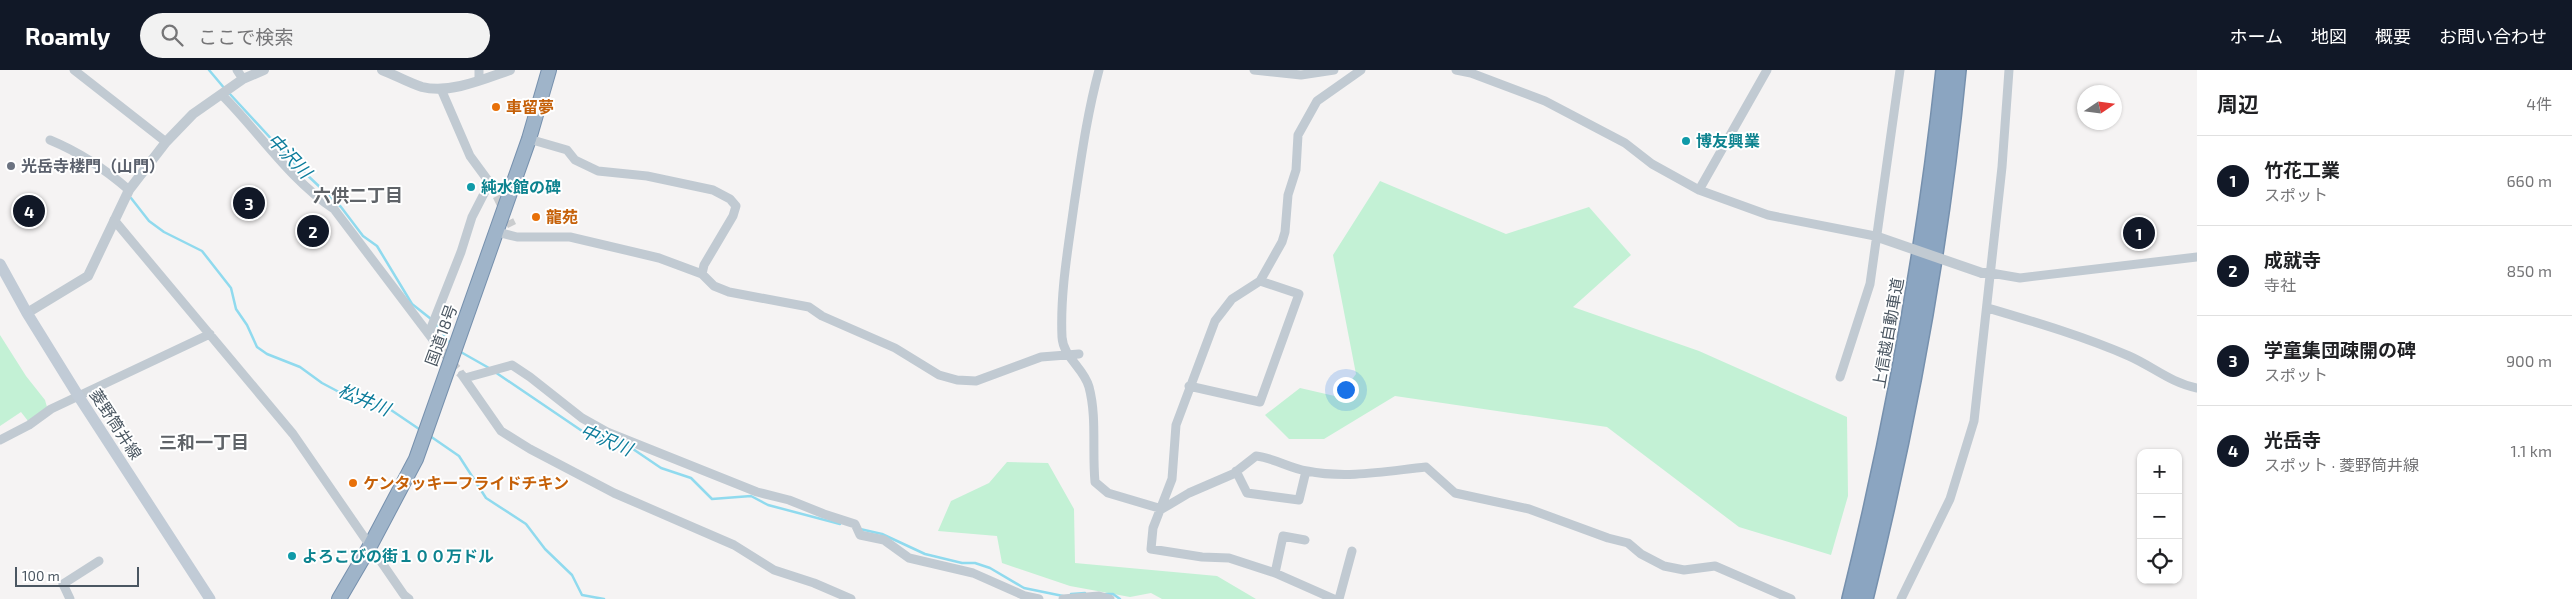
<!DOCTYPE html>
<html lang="ja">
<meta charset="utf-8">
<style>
body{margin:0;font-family:"Exo 2","Noto Sans JP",sans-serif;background:#f2f2f2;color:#202124}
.controls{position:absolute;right:15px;bottom:15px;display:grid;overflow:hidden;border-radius:10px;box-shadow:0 1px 4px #0004}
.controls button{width:45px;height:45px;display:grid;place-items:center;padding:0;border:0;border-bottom:1px solid #e0e0e0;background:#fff;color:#202124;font:25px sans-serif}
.compass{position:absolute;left:2077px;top:15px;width:45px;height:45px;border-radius:50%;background:#fff;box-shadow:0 1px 4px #0004;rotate:77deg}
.scale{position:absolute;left:15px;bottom:12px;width:124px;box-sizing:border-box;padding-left:5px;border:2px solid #4a5661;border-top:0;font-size:14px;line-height:18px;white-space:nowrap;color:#4a5661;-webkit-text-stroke:4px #fff;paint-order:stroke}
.you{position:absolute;left:1345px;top:319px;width:18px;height:18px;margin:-12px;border:4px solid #fff;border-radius:50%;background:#1a73e8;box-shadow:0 0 0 8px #1a73e833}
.badge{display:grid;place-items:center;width:32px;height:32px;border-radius:50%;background:#111827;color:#fff;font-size:16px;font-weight:700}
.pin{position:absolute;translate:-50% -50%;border:2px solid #fff;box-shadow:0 1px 5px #0006}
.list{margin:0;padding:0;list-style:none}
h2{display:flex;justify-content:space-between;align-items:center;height:65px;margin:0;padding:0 20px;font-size:21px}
h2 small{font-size:16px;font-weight:400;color:#757577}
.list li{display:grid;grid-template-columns:32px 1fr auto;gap:15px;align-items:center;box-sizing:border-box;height:90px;padding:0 20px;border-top:1px solid #e0e0e0}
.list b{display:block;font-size:19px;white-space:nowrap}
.list p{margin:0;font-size:16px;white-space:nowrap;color:#757577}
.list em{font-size:16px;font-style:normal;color:#757577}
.icon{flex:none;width:28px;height:28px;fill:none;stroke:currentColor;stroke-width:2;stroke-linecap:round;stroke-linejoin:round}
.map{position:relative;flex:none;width:2197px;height:529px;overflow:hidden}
header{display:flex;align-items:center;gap:30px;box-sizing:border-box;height:70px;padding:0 25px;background:#111827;color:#fff}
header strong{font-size:24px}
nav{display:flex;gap:28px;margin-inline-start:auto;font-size:18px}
.search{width:350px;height:45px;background:#f2f2f2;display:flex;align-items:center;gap:12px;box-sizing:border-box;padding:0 18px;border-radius:28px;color:#757577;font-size:19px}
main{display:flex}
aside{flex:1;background:#fff}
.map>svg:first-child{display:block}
</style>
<header>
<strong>Roamly</strong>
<div class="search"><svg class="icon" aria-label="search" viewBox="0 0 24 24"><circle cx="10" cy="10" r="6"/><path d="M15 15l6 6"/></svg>ここで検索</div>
<nav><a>ホーム</a><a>地図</a><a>概要</a><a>お問い合わせ</a></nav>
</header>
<main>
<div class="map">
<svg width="2197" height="529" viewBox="0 0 2197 529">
<rect width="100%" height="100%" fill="#f5f3f3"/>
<path fill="#c3f1d5" d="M 1380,111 L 1506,164 L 1589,137 L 1631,185 L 1573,237 L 1699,281 L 1847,347 L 1848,426 L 1831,485 L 1739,457 L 1607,357 L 1395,326 L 1324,369 L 1289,369 L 1265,345 L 1300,318 L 1339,327 L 1356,304 L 1333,185 Z
M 0,265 L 26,306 L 45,330 L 47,337 L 28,351 L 21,342 L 0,356 Z
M 1007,392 L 1048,393 L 1074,439 L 1075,493 L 1217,506 L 1256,529 L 1162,529 L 1151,523 L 1130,527 L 1070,516 L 1002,493 L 997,466 L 938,461 L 951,431 L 989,413 Z"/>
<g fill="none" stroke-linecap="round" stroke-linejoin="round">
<path stroke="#90daee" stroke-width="2.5" d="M 209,0 L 225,19
M 229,23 L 288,87 L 341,137 L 363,166 L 377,176 L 412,234 L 431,249
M 131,128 L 149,151 L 164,162 L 202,181 L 231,218 L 236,239 L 247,255 L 257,277 L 267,284 L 300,297 L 322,313 L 339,322 L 391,340 L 422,361
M 435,253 L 451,274
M 459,281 L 489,298
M 495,302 L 585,363 L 630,377 L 661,398 L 691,408 L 712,429 L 751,426 L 768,435 L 840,454
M 430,366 L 459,386 L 486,428 L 526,454 L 545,479 L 572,505 L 582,525 L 604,529
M 860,459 L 882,464 L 925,484 L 962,493 L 975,493 L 990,498 L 1024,518 L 1063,526
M 1071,524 L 1085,523
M 1106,524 L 1113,524 L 1120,529"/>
<path stroke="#caccce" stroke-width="9" stroke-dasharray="9 4.5" stroke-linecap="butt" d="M 491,114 L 512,156
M 434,271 L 461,304"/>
<defs>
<path id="trunk" d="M 339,529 L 370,476 L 416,389 L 529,69 L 549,0"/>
<path id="motorway" d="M 1850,529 C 1893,355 1925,178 1944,0
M 1865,529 C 1908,355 1941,178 1958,0"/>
</defs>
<use href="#trunk" stroke="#7690ad" stroke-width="16"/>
<use href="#motorway" stroke="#7690ad" stroke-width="18"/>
<path stroke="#c1cad2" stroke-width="9" d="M 74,0 L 166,72
M 237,0 L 243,9
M 479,0 L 479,10
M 1099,0 C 1087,44 1081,89 1074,135 C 1068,179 1060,223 1062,267 C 1063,287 1084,298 1089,317 C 1097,347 1092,380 1095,412 L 1108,423 L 1162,439 L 1189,423 L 1233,404 L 1256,386 C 1274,388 1289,398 1307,401 C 1347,409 1387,401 1426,397 L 1455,423 L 1529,439 L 1608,468 L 1628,473 L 1641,484 L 1664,496 L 1684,500 L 1715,496 L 1791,529
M 1254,0 L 1301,5 L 1334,0
M 1456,0 L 1471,3 L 1545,31 L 1625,73 L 1652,94 L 1699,120 L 1768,145 L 1875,166
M 441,19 L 470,86 L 495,120
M 222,25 C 259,62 289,109 334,139 L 434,271
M 529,69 L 567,80 L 575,90 L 598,101 L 647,106 L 713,120 L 730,129 L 736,136 L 733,146 L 704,195 L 702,204 L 714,216 L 729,222 L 809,237 L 822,246 L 895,278 L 939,305 L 957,310 L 976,311 L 1041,287 L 1079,284
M 50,70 C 79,82 105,99 129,120
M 1699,120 L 1767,0
M 114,150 L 293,364 L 404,525 L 409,529
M 497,162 L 517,167 L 570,167 L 659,188 L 702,204
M 1991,203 L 2020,208 L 2197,187
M 1988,238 C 2035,252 2083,266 2129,286 C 2152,296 2171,313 2197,318
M 429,263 L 461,182 L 472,147 L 490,112
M 462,305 L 501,361 L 530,379 L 614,423 L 734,475 L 774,500 L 814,513 L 851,529
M 1840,307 L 1870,214 L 1900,0
M 465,308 L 512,295 L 530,307 L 582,348 L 607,362 L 757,422 L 789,430 L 824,444 L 855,454 L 860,465 L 884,470 L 909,488 L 973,503 L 1025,526 L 1039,529
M 1189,316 L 1260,332 L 1299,224 L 1260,211
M 0,370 L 29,355 L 51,339 L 210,264
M 1236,401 L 1247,423 L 1299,430 L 1306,401
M 1275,503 L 1283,466 L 1305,470
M 70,529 L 63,514 L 99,491
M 1063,529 L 1099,526 L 1110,529
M 1334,529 L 1275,503 L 1229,488 L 1202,487 L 1151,479 L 1153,458 L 1172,409 L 1176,355 L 1215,251 L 1232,229 L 1260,211 L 1282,172 L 1285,162 L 1288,125 L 1296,100 L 1298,65 L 1317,31 L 1361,0
M 1339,529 L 1352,481
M 1901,529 L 1950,429 L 1974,351 L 2002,97 L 2009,0"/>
<path stroke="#c1cad2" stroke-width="10" d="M 382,0 C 395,5 409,13 422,17 C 450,24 484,9 510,0
M 1982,203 L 1991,203
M 27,243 L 88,206 L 129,120 L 166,72 L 193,44 L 243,9 L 264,0"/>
<path stroke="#c1cbd6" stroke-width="11" d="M 0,194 L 27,243 L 79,327 L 210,529"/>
<use href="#trunk" stroke="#9fb4c9" stroke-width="14"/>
<use href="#motorway" stroke="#8ba5c1" stroke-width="15"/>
<path stroke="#c1cad2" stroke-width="10" d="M 1875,166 L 1982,203"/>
</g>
<g fill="#e8710a" stroke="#fff" stroke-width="2">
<circle cx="496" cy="37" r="5"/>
<circle cx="536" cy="147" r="5"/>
<circle cx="353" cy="413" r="5"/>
</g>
<g fill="#0f9aa8" stroke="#fff" stroke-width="2">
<circle cx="1686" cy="71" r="5"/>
<circle cx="471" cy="117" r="5"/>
<circle cx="292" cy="486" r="5"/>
</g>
<circle fill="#6b7280" stroke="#fff" stroke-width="2" cx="11" cy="96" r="5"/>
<g text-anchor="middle" stroke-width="4" stroke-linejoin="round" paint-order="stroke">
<g font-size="16" font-weight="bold" fill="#c56008" stroke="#fff" text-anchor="start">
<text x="506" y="43">車留夢</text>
<text x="546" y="153">龍苑</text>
<text x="363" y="419">ケンタッキーフライドチキン</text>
</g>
<g font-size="16" font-weight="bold" fill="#0d838f" stroke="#fff" text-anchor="start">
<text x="1696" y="77">博友興業</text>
<text x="481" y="123">純水館の碑</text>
<text x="302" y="492">よろこびの街１００万ドル</text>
</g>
<g font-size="16" font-weight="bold" fill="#5b616d" stroke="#fff" text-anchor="start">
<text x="21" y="102">光岳寺楼門（山門）</text>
</g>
<g font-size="16" fill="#4a5661" stroke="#fff">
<text transform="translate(1888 263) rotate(-80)" y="6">上信越自動車道</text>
<text transform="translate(441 265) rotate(-70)" y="6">国道18号</text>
<text transform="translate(116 354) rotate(57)" y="6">菱野筒井線</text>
</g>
<g font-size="18" font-style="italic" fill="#0c7c9b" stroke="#fff">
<text transform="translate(289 86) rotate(46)" y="6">中沢川</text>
<text transform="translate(364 330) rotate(23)" y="6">松井川</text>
<text transform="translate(606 370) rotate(23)" y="6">中沢川</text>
</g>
<g font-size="18" font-weight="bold" fill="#5f6368" stroke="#fff">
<text x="358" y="132">六供二丁目</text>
<text x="204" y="379">三和一丁目</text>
</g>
</g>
</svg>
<div class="controls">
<button>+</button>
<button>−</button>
<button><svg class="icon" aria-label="locate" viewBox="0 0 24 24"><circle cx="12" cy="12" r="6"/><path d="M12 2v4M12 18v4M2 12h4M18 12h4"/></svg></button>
</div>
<svg class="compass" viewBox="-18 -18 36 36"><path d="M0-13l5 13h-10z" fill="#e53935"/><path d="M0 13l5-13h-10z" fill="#757577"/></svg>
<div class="scale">100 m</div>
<div class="you"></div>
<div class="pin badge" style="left:2139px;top:163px">1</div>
<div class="pin badge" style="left:313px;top:161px">2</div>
<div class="pin badge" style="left:249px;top:133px">3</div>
<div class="pin badge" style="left:29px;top:141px">4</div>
</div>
<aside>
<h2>周辺<small>4件</small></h2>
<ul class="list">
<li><span class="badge">1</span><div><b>竹花工業</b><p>スポット</p></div><em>660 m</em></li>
<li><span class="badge">2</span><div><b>成就寺</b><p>寺社</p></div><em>850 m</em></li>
<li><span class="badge">3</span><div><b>学童集団疎開の碑</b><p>スポット</p></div><em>900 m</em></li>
<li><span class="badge">4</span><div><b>光岳寺</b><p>スポット · 菱野筒井線</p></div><em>1.1 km</em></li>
</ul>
</aside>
</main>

TASK DESCRIPTION: Please count up the lines in the listing above holding the string "paint", and say the number with nothing else.

SOLUTION FOR THIS TASK: 2